§ Directions
Pictures aside, reproduce exactly each line from the one holding "Transcribe the names" through the last line of the material, both ends included.

§ The input
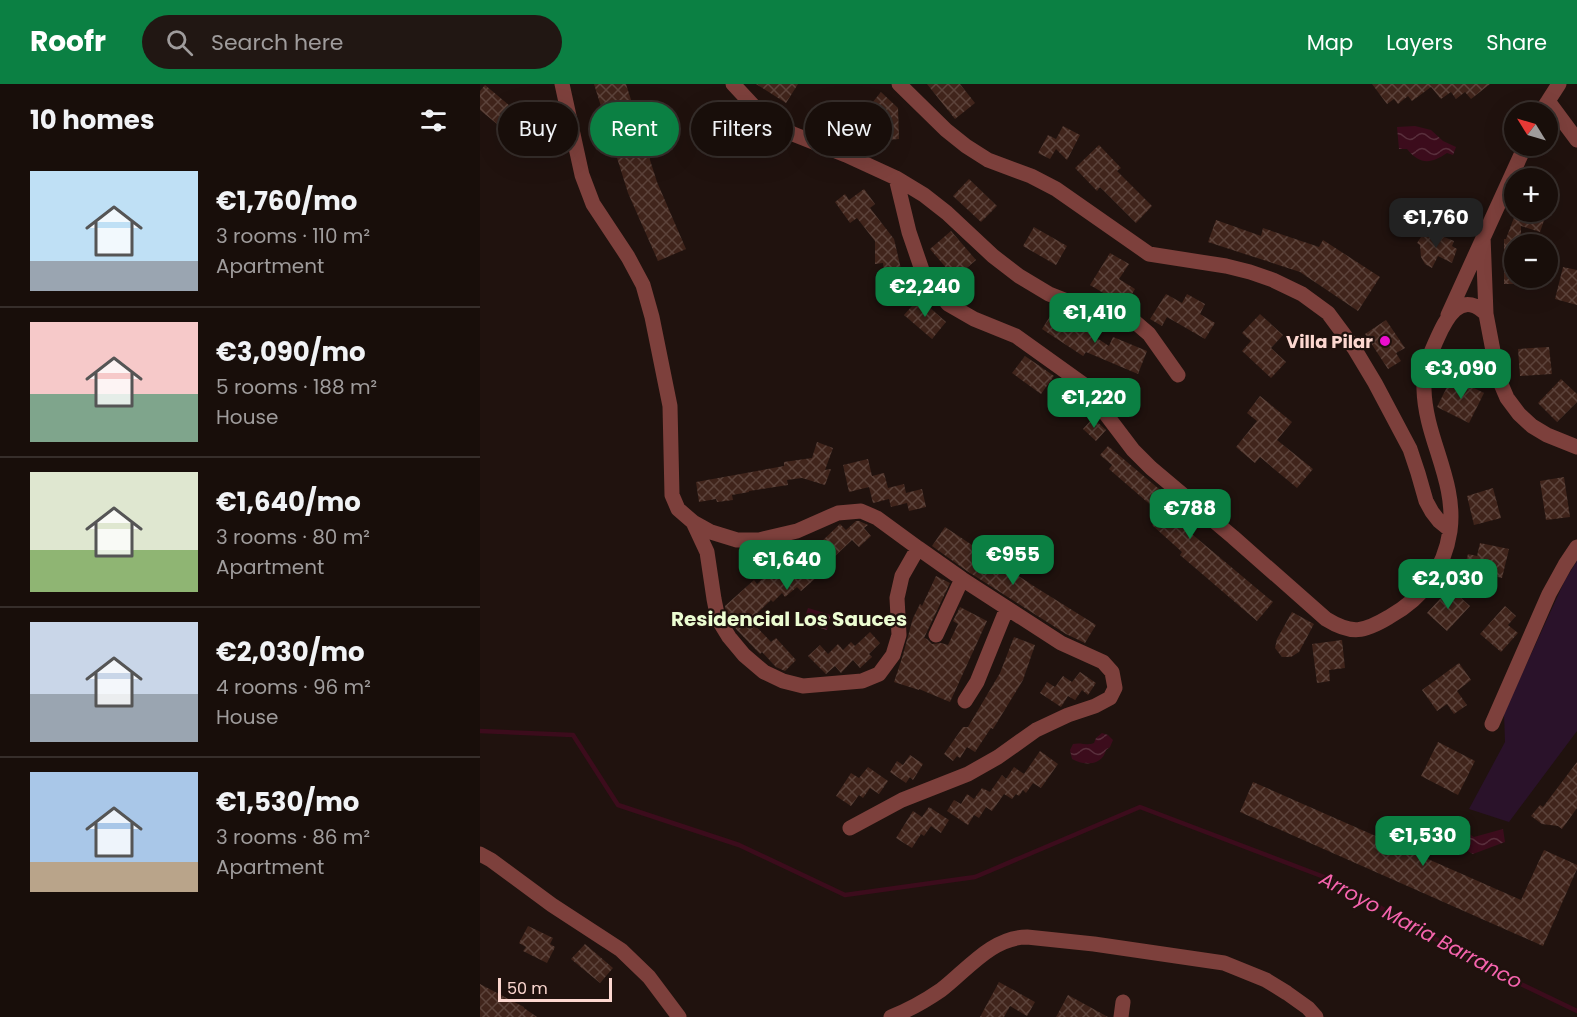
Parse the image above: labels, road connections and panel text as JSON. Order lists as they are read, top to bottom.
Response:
{
  "districts": ["Residencial Los Sauces"],
  "water": ["Arroyo Maria Barranco"],
  "places": ["Villa Pilar"],
  "scale_bar": "50 m",
  "north": "top left",
  "page": {
    "header": "Roofr",
    "search": "Search here",
    "nav": ["Map", "Layers", "Share"],
    "heading": "10 homes",
    "map_buttons": ["+", "−"],
    "chip": [
      "Buy",
      "Rent",
      "Filters",
      "New"
    ],
    "list": [
      {
        "name": "€1,760/mo",
        "note": "3 rooms · 110 m² · Apartment"
      },
      {
        "name": "€3,090/mo",
        "note": "5 rooms · 188 m² · House"
      },
      {
        "name": "€1,640/mo",
        "note": "3 rooms · 80 m² · Apartment"
      },
      {
        "name": "€2,030/mo",
        "note": "4 rooms · 96 m² · House"
      },
      {
        "name": "€1,530/mo",
        "note": "3 rooms · 86 m² · Apartment"
      }
    ],
    "price": [
      "€1,760",
      "€2,240",
      "€1,410",
      "€3,090",
      "€1,220",
      "€788",
      "€955",
      "€1,640",
      "€2,030",
      "€1,530"
    ],
    "scale": "50 m"
  }
}
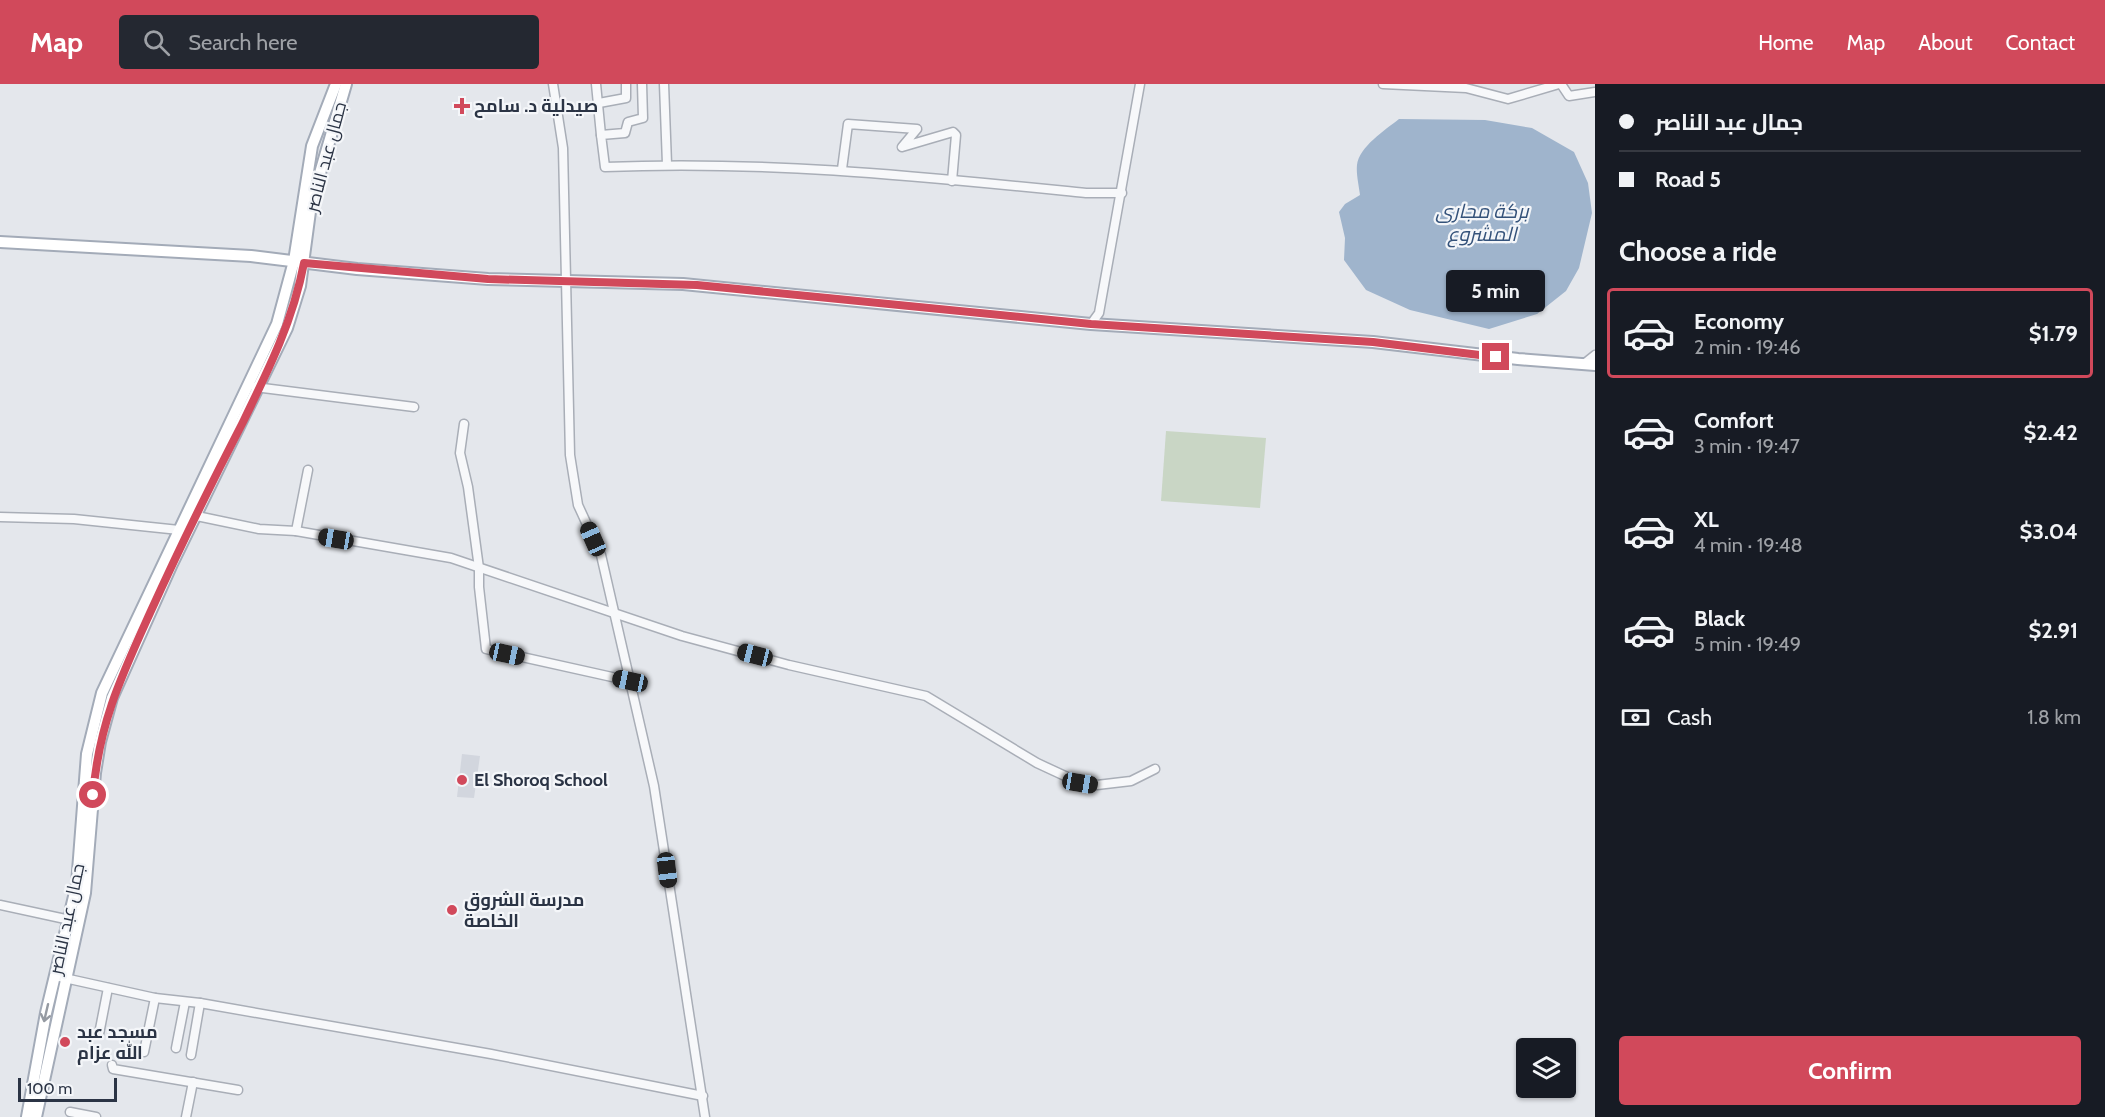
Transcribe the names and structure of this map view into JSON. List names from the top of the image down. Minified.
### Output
{"streets":{"main road":["جمال عبد الناصر"]},"water":["بركة مجارى المشروع"],"places":{"health":["صيدلية د. سامح"],"other":["El Shoroq School","مدرسة الشروق الخاصة","مسجد عبد الله عزام"]},"scale_bar":"100 m","page":{"header":"Map","search":"Search here","nav":["Home","Map","About","Contact"],"banner":["جمال عبد الناصر","Road 5"],"heading":"Choose a ride","bubble":"5 min","list":[{"name":"Economy","note":"2 min · 19:46","value":"$1.79"},{"name":"Comfort","note":"3 min · 19:47","value":"$2.42"},{"name":"XL","note":"4 min · 19:48","value":"$3.04"},{"name":"Black","note":"5 min · 19:49","value":"$2.91"}],"pay":["Cash","1.8 km"],"buttons":"Confirm","scale":"100 m"}}
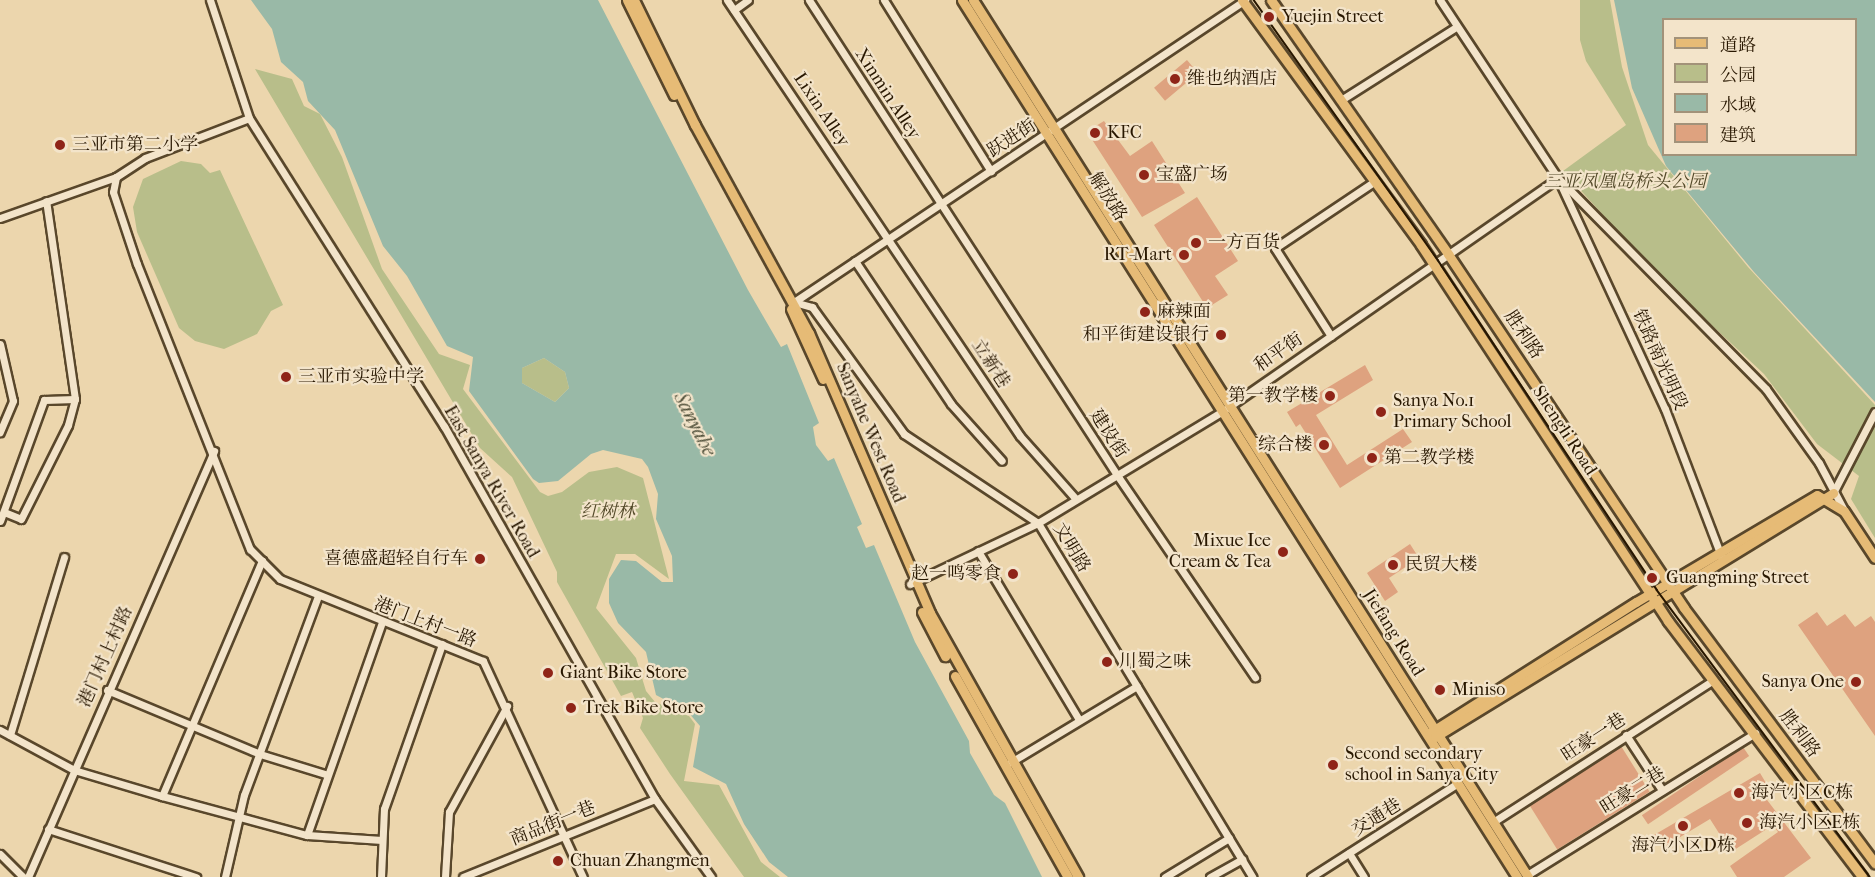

§ Finished task
Transcribe the names and structure of this map view into JSON. List names from the top of the image down. Minified.
### Output
{"streets":{"main road":["جمال عبد الناصر"]},"water":["بركة مجارى المشروع"],"places":{"health":["صيدلية د. سامح"],"other":["El Shoroq School","مدرسة الشروق الخاصة","مسجد عبد الله عزام"]},"scale_bar":"100 m","page":{"header":"Map","search":"Search here","nav":["Home","Map","About","Contact"],"banner":["جمال عبد الناصر","Road 5"],"heading":"Choose a ride","bubble":"5 min","list":[{"name":"Economy","note":"2 min · 19:46","value":"$1.79"},{"name":"Comfort","note":"3 min · 19:47","value":"$2.42"},{"name":"XL","note":"4 min · 19:48","value":"$3.04"},{"name":"Black","note":"5 min · 19:49","value":"$2.91"}],"pay":["Cash","1.8 km"],"buttons":"Confirm","scale":"100 m"}}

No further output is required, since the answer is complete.